- [Material provided]

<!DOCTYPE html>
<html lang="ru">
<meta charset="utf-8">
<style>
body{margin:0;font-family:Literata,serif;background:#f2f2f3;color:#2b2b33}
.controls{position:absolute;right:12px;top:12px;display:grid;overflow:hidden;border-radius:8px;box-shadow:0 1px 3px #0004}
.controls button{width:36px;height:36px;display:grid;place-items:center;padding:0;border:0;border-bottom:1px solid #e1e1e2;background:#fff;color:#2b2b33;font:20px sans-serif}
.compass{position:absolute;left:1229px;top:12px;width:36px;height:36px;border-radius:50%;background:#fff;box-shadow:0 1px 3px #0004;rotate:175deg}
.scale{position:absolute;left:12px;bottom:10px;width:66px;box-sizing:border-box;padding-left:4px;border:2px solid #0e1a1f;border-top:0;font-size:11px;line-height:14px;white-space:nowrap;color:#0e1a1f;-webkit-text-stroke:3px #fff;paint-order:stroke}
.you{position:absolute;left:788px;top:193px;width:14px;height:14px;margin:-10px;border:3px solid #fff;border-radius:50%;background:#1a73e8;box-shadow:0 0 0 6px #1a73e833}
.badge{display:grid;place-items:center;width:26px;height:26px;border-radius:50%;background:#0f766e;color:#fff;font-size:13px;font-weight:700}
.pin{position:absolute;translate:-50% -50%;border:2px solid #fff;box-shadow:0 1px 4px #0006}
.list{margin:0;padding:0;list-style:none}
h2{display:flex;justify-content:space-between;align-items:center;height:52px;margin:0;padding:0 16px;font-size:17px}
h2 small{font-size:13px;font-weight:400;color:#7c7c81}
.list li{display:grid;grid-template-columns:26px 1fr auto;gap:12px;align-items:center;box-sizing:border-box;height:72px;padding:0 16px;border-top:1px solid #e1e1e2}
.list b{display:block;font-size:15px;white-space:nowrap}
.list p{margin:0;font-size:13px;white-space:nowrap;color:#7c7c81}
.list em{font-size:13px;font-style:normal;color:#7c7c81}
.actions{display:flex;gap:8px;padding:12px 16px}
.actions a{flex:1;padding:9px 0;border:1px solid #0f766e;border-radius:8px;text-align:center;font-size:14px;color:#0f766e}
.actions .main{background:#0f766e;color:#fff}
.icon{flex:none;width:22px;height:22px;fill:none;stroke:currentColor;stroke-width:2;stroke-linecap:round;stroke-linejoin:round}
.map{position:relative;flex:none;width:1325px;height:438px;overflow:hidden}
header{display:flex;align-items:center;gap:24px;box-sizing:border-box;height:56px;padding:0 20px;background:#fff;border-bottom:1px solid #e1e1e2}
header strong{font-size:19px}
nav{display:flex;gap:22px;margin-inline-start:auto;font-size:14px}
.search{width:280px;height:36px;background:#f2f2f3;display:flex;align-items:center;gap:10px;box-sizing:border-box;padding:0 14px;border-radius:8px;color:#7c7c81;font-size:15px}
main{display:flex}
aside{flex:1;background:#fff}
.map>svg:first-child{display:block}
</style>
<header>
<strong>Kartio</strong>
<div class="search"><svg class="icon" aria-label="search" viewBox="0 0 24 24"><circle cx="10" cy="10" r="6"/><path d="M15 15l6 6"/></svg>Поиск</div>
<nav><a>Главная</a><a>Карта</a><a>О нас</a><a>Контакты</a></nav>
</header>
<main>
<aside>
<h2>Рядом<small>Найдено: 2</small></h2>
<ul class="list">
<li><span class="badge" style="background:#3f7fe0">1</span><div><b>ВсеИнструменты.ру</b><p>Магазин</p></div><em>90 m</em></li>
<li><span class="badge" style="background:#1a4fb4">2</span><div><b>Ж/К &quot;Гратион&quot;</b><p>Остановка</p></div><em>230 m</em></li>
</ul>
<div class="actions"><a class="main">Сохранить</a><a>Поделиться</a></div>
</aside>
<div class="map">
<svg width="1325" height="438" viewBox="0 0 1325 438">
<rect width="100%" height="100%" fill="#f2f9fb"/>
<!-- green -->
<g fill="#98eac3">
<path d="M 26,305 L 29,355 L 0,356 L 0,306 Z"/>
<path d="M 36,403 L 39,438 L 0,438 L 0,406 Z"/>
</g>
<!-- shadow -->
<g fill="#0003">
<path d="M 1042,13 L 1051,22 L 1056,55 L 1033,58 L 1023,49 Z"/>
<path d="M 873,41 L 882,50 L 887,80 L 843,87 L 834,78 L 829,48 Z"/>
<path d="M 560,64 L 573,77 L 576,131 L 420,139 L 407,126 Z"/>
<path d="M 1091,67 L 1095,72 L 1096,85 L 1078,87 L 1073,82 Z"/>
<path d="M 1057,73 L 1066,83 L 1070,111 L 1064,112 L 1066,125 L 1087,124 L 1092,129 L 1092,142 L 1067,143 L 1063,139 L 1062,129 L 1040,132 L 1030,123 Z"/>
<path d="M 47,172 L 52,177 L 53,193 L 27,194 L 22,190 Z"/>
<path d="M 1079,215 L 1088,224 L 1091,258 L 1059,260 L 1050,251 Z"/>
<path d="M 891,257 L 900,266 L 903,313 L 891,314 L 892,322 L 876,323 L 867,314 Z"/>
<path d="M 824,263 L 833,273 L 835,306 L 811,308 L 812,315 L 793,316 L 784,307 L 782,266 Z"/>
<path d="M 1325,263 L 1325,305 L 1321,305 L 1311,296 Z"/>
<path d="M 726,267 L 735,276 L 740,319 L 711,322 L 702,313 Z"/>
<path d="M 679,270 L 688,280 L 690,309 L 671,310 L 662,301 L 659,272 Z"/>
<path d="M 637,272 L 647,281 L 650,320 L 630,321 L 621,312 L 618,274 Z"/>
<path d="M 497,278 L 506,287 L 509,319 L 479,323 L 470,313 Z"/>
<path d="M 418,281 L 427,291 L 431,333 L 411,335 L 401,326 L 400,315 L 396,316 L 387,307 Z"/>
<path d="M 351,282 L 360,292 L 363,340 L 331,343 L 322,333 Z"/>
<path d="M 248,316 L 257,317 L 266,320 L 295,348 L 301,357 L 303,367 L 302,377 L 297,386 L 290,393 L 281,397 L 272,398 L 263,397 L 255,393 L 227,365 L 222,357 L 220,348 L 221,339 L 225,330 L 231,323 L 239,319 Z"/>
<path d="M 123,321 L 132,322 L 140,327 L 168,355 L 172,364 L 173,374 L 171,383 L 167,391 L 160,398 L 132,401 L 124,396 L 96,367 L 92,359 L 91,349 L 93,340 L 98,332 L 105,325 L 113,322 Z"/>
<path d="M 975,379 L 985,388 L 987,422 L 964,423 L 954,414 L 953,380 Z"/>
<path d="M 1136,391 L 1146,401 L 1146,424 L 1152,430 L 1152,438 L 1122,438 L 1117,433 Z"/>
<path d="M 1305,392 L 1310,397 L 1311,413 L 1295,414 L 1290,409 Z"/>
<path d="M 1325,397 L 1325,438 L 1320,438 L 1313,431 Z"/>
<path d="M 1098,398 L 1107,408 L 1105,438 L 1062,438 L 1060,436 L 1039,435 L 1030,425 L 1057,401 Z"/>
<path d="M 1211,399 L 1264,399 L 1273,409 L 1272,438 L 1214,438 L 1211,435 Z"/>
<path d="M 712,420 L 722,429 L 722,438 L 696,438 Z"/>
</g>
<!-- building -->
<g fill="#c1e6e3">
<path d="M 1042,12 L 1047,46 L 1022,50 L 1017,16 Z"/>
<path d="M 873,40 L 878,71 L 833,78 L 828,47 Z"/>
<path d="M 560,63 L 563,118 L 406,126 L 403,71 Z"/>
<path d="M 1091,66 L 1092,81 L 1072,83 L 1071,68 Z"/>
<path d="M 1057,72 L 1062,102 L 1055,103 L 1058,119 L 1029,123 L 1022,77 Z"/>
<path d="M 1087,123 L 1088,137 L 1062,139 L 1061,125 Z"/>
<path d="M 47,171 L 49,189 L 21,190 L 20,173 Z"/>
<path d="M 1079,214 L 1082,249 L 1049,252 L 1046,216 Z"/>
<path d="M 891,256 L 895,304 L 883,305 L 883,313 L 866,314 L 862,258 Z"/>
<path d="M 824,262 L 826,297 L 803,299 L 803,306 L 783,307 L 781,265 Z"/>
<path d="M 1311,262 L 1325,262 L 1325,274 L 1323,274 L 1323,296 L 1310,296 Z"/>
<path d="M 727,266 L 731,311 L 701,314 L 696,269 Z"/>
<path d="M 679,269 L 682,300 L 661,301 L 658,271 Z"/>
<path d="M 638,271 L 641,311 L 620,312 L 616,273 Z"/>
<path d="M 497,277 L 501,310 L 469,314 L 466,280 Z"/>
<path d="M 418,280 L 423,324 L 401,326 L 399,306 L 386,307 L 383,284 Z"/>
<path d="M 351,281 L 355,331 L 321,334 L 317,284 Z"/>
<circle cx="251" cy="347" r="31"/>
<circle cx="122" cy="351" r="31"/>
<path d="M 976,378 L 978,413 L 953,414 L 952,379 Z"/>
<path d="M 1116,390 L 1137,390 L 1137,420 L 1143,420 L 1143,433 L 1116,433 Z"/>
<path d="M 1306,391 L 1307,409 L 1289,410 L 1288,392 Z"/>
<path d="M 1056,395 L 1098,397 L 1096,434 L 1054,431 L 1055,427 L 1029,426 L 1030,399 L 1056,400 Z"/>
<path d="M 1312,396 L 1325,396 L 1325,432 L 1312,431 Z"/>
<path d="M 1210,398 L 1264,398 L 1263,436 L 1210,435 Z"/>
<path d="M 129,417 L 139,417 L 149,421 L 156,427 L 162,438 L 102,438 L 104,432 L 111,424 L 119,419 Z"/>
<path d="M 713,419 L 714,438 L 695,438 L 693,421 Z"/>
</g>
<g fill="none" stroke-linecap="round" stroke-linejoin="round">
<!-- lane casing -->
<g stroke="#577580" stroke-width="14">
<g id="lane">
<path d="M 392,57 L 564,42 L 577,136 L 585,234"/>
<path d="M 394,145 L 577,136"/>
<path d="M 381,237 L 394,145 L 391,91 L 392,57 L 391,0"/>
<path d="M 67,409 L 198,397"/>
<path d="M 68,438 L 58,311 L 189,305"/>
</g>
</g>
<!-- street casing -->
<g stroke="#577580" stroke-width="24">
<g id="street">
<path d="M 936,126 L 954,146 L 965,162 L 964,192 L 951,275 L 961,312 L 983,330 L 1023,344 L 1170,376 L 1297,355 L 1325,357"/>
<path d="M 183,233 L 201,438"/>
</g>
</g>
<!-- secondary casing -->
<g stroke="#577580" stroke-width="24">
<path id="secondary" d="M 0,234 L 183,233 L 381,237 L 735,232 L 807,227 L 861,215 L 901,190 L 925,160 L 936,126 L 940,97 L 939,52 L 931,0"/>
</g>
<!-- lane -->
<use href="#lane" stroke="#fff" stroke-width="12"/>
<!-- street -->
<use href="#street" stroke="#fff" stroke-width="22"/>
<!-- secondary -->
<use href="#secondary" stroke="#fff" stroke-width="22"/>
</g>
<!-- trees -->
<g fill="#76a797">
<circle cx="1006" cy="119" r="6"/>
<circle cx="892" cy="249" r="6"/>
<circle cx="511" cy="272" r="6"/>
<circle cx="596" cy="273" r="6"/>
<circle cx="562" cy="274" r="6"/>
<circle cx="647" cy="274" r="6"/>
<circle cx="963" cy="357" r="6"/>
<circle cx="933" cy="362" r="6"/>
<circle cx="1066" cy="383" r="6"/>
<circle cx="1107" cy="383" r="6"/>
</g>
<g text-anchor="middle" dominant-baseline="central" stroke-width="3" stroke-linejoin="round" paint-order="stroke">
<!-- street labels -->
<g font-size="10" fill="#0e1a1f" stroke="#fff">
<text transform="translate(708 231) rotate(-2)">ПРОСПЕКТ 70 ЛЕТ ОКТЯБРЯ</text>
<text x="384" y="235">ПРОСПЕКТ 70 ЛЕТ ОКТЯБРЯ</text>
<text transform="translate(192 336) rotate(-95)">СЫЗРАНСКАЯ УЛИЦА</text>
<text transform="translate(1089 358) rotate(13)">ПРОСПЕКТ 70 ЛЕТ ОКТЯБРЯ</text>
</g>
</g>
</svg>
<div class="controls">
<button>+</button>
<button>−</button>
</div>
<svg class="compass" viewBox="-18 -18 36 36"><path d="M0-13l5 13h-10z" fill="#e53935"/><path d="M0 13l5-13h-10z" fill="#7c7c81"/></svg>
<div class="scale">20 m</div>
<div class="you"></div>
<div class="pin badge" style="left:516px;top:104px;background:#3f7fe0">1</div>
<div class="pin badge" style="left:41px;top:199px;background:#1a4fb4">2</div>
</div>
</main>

- [About this exercise] In the data above, how many lines contain the word "linecap"? Only the number is wanted.

- [Task output] 2